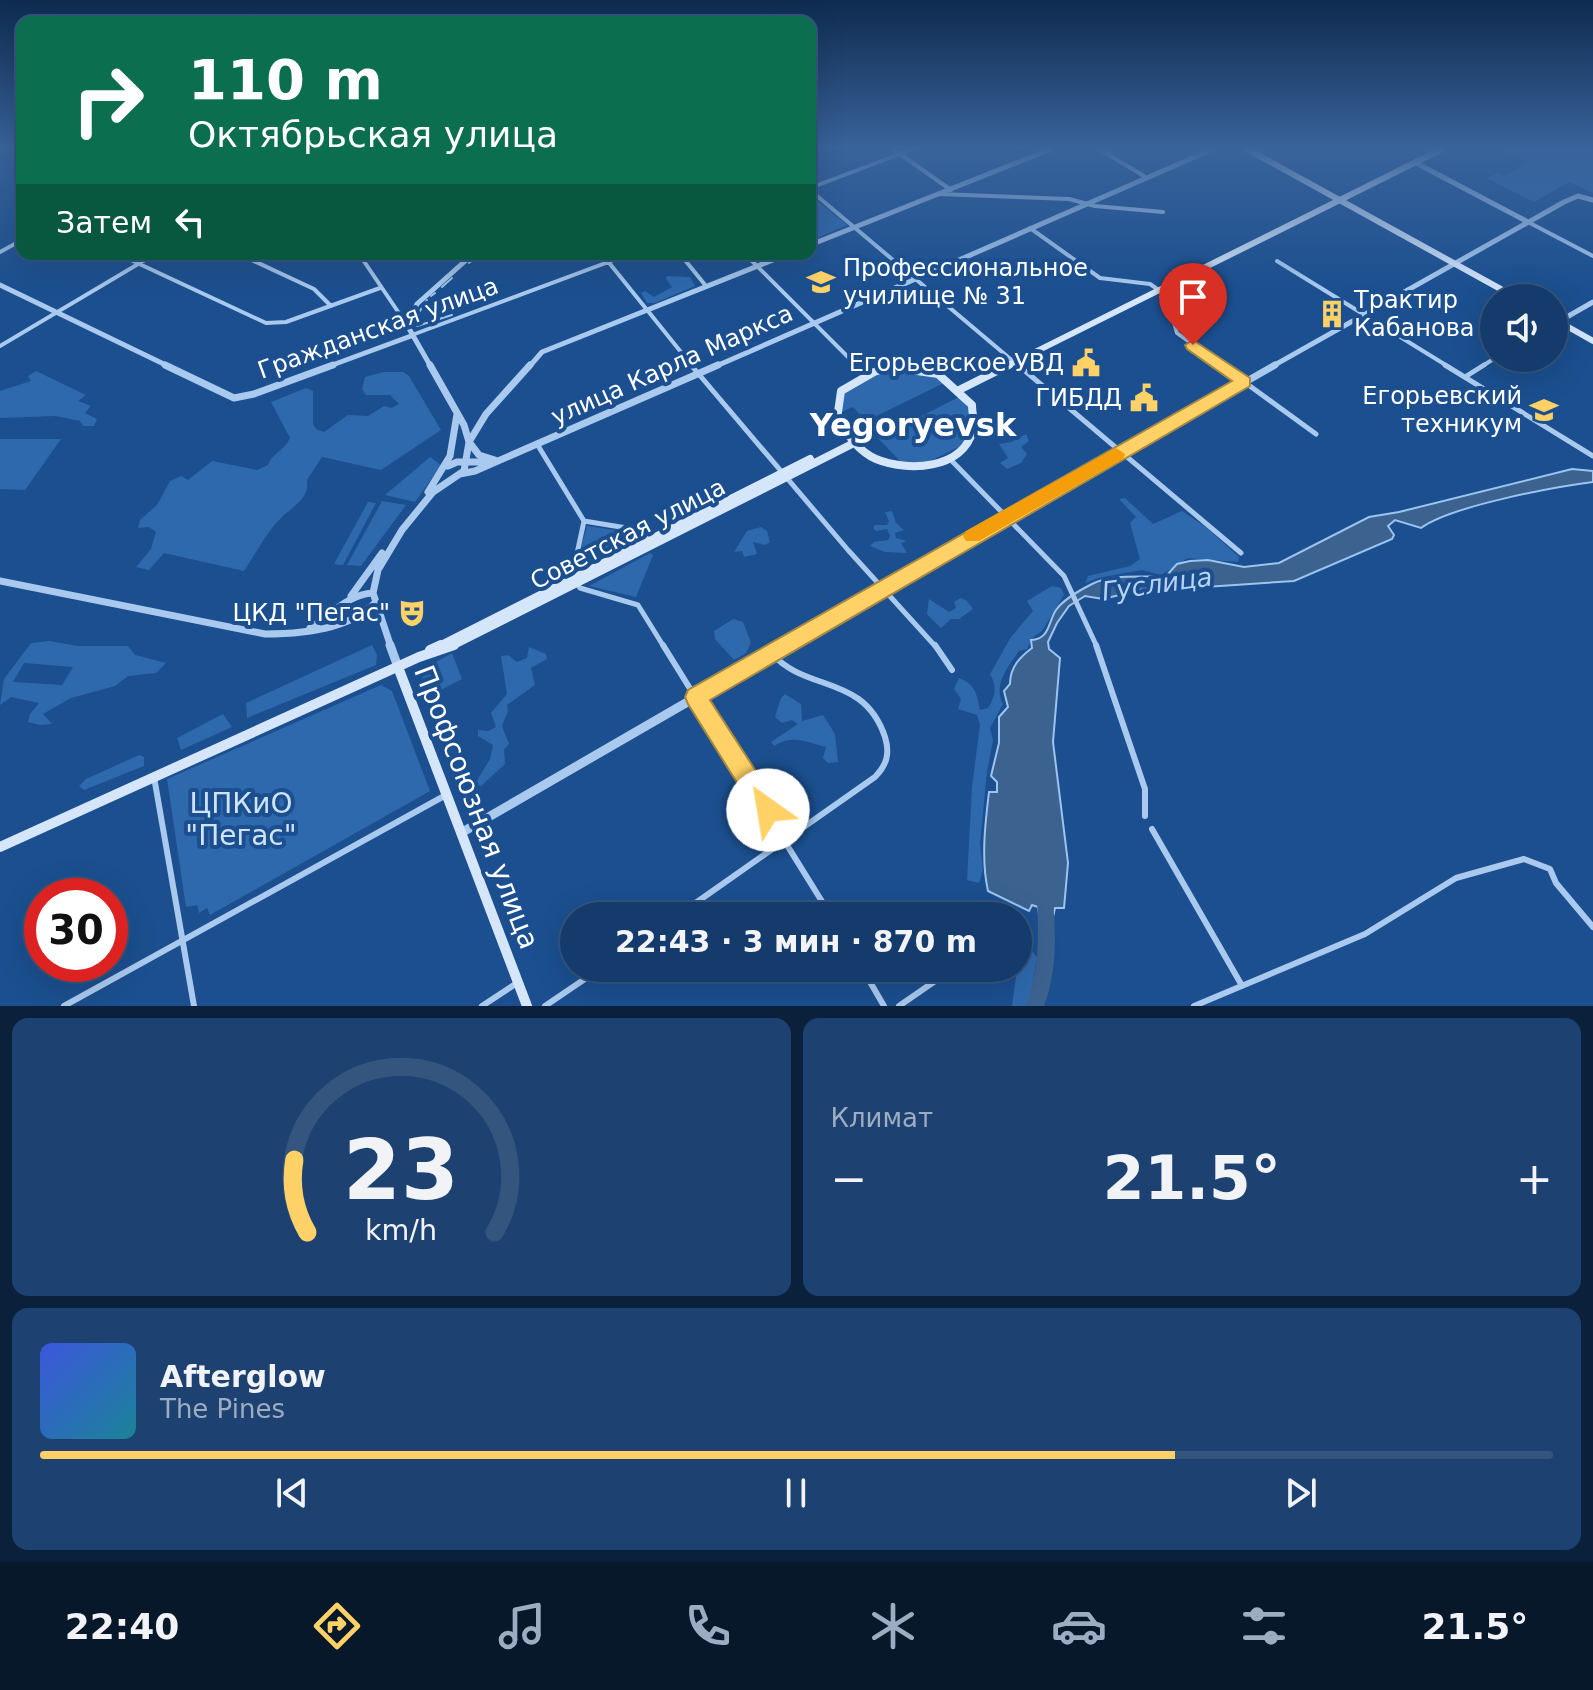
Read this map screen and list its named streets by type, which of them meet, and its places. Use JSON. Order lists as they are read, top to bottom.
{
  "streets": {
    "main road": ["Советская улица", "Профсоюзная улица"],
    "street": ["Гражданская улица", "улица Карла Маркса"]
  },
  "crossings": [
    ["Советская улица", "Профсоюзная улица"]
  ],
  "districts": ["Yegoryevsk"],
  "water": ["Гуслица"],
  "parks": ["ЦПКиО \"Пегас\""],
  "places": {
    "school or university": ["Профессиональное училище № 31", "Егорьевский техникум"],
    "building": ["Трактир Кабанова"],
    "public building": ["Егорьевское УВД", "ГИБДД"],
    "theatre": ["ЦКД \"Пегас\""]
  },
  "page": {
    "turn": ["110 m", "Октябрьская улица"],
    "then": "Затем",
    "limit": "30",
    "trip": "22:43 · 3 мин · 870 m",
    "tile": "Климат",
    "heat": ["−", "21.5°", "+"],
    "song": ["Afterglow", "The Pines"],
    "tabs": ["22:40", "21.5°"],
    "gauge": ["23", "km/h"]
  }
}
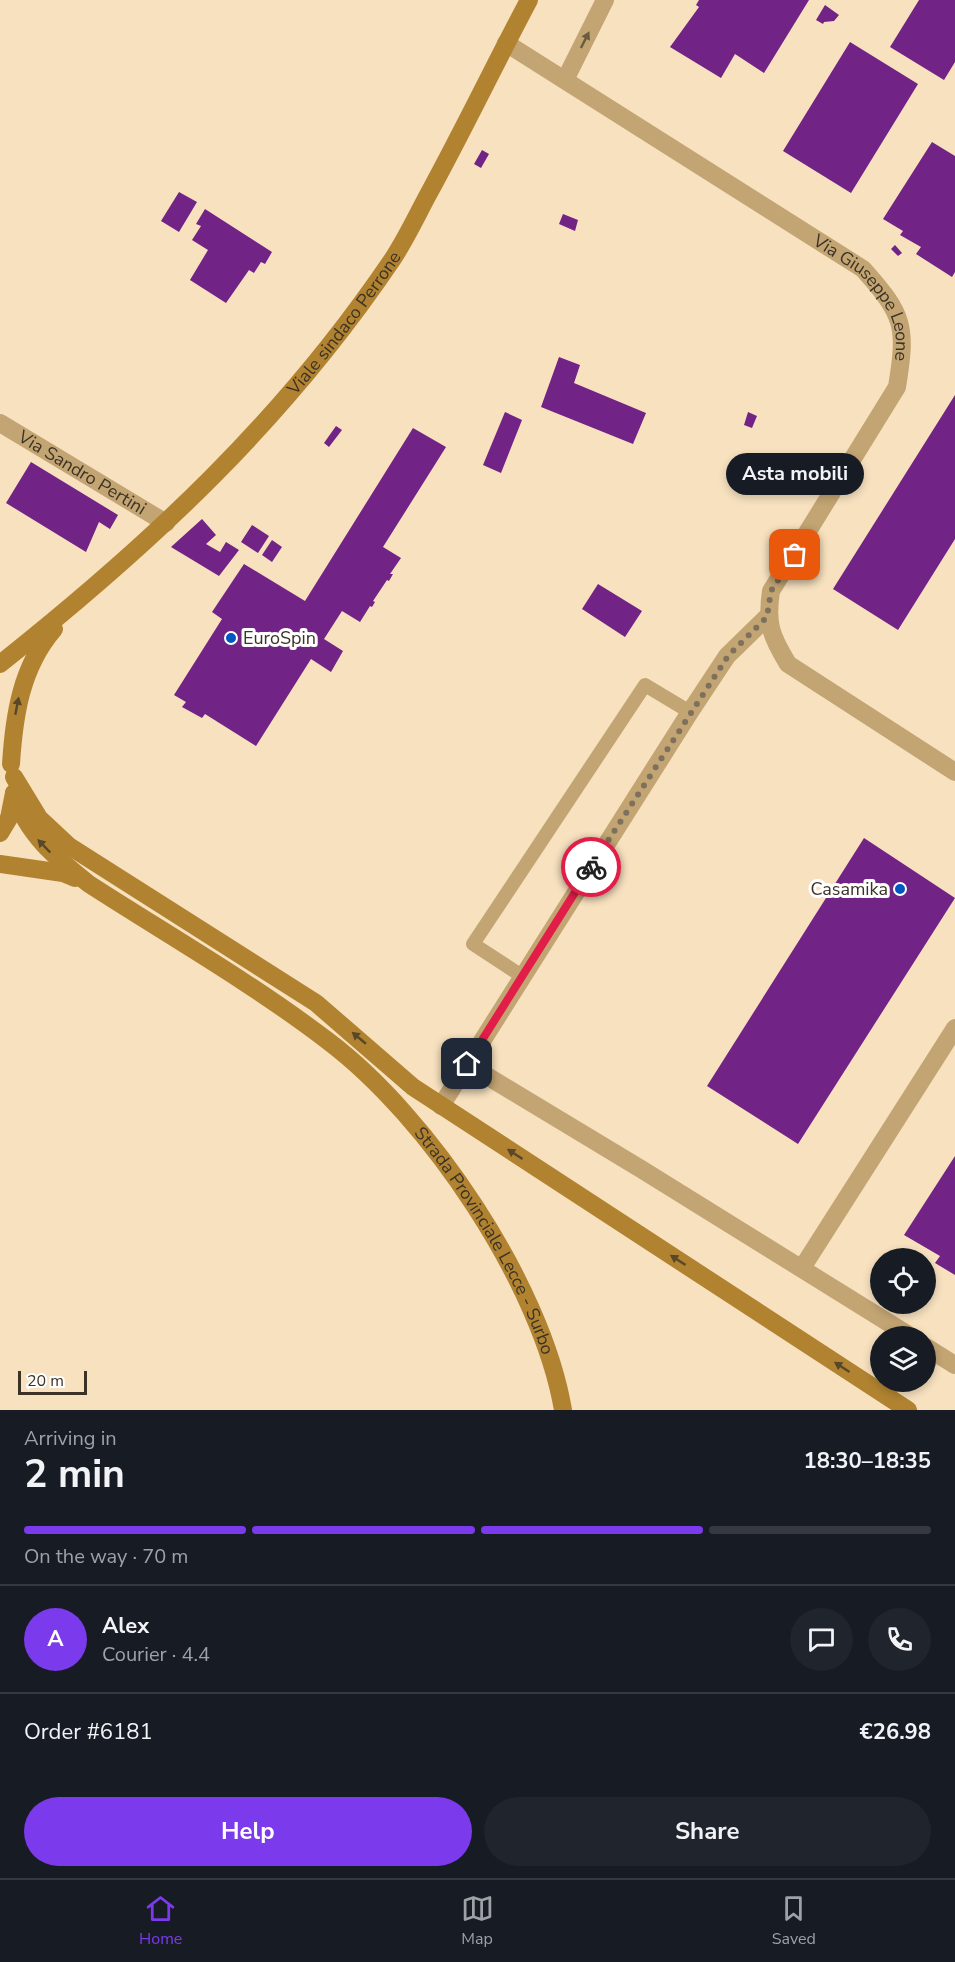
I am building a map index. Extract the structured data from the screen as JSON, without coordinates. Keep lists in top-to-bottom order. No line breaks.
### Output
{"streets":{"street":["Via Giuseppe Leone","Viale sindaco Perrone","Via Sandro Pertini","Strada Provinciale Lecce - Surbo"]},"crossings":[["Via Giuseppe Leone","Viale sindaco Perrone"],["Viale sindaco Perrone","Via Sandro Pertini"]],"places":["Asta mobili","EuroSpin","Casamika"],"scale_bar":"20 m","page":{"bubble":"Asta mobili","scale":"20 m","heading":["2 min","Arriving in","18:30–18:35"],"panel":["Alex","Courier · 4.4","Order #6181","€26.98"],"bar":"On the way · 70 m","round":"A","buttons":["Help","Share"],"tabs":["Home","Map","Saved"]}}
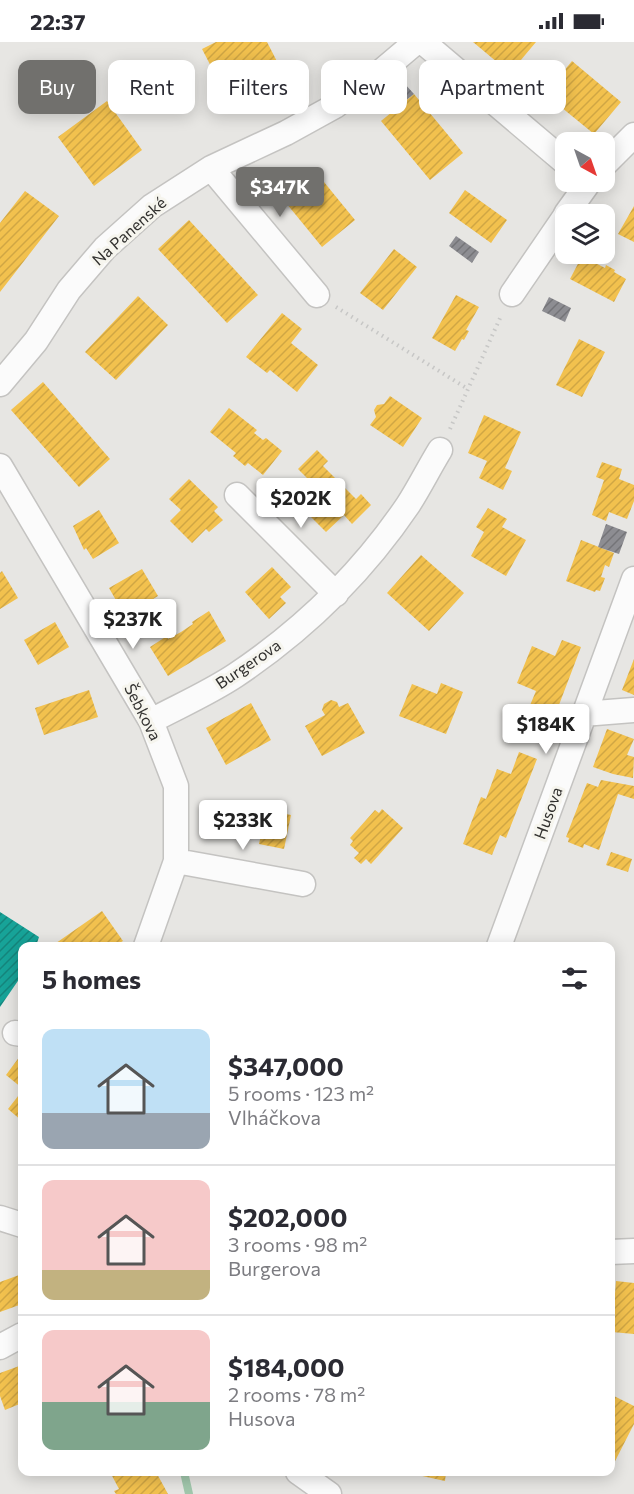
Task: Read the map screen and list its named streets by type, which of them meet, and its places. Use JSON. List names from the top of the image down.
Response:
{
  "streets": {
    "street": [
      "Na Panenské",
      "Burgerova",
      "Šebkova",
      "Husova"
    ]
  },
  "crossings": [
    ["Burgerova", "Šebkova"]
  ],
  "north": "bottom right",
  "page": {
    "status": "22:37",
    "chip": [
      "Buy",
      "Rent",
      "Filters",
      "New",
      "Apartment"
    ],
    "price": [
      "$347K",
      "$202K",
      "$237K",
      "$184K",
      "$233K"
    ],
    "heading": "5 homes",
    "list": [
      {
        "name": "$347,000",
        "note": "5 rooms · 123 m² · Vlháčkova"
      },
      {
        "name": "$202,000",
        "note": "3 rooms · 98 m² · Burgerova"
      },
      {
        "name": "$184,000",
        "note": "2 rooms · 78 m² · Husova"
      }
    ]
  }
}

____

▸ PROMPT: Leave the pictures out and return the rest of the material exactly.

▸ TASK RESPONSE:
Read this map screen and list its named streets by type, which of them meet, and its places. Use JSON. Order lists as they are read, top to bottom.
{
  "streets": {
    "main road": ["Советская улица", "Профсоюзная улица"],
    "street": ["Гражданская улица", "улица Карла Маркса"]
  },
  "crossings": [
    ["Советская улица", "Профсоюзная улица"]
  ],
  "districts": ["Yegoryevsk"],
  "water": ["Гуслица"],
  "parks": ["ЦПКиО \"Пегас\""],
  "places": {
    "school or university": ["Профессиональное училище № 31", "Егорьевский техникум"],
    "building": ["Трактир Кабанова"],
    "public building": ["Егорьевское УВД", "ГИБДД"],
    "theatre": ["ЦКД \"Пегас\""]
  },
  "page": {
    "turn": ["110 m", "Октябрьская улица"],
    "then": "Затем",
    "limit": "30",
    "trip": "22:43 · 3 мин · 870 m",
    "tile": "Климат",
    "heat": ["−", "21.5°", "+"],
    "song": ["Afterglow", "The Pines"],
    "tabs": ["22:40", "21.5°"],
    "gauge": ["23", "km/h"]
  }
}
I am building a map index. Extract the structured data from the screen as JSON, without coordinates. Keep lists in top-to-bottom order. No line breaks.
### Output
{"streets":{"street":["Via Giuseppe Leone","Viale sindaco Perrone","Via Sandro Pertini","Strada Provinciale Lecce - Surbo"]},"crossings":[["Via Giuseppe Leone","Viale sindaco Perrone"],["Viale sindaco Perrone","Via Sandro Pertini"]],"places":["Asta mobili","EuroSpin","Casamika"],"scale_bar":"20 m","page":{"bubble":"Asta mobili","scale":"20 m","heading":["2 min","Arriving in","18:30–18:35"],"panel":["Alex","Courier · 4.4","Order #6181","€26.98"],"bar":"On the way · 70 m","round":"A","buttons":["Help","Share"],"tabs":["Home","Map","Saved"]}}
Task: Read the map screen and list its named streets by type, which of them meet, and its places. Use JSON. List names from the top of the image down.
Response:
{
  "streets": {
    "street": [
      "Na Panenské",
      "Burgerova",
      "Šebkova",
      "Husova"
    ]
  },
  "crossings": [
    ["Burgerova", "Šebkova"]
  ],
  "north": "bottom right",
  "page": {
    "status": "22:37",
    "chip": [
      "Buy",
      "Rent",
      "Filters",
      "New",
      "Apartment"
    ],
    "price": [
      "$347K",
      "$202K",
      "$237K",
      "$184K",
      "$233K"
    ],
    "heading": "5 homes",
    "list": [
      {
        "name": "$347,000",
        "note": "5 rooms · 123 m² · Vlháčkova"
      },
      {
        "name": "$202,000",
        "note": "3 rooms · 98 m² · Burgerova"
      },
      {
        "name": "$184,000",
        "note": "2 rooms · 78 m² · Husova"
      }
    ]
  }
}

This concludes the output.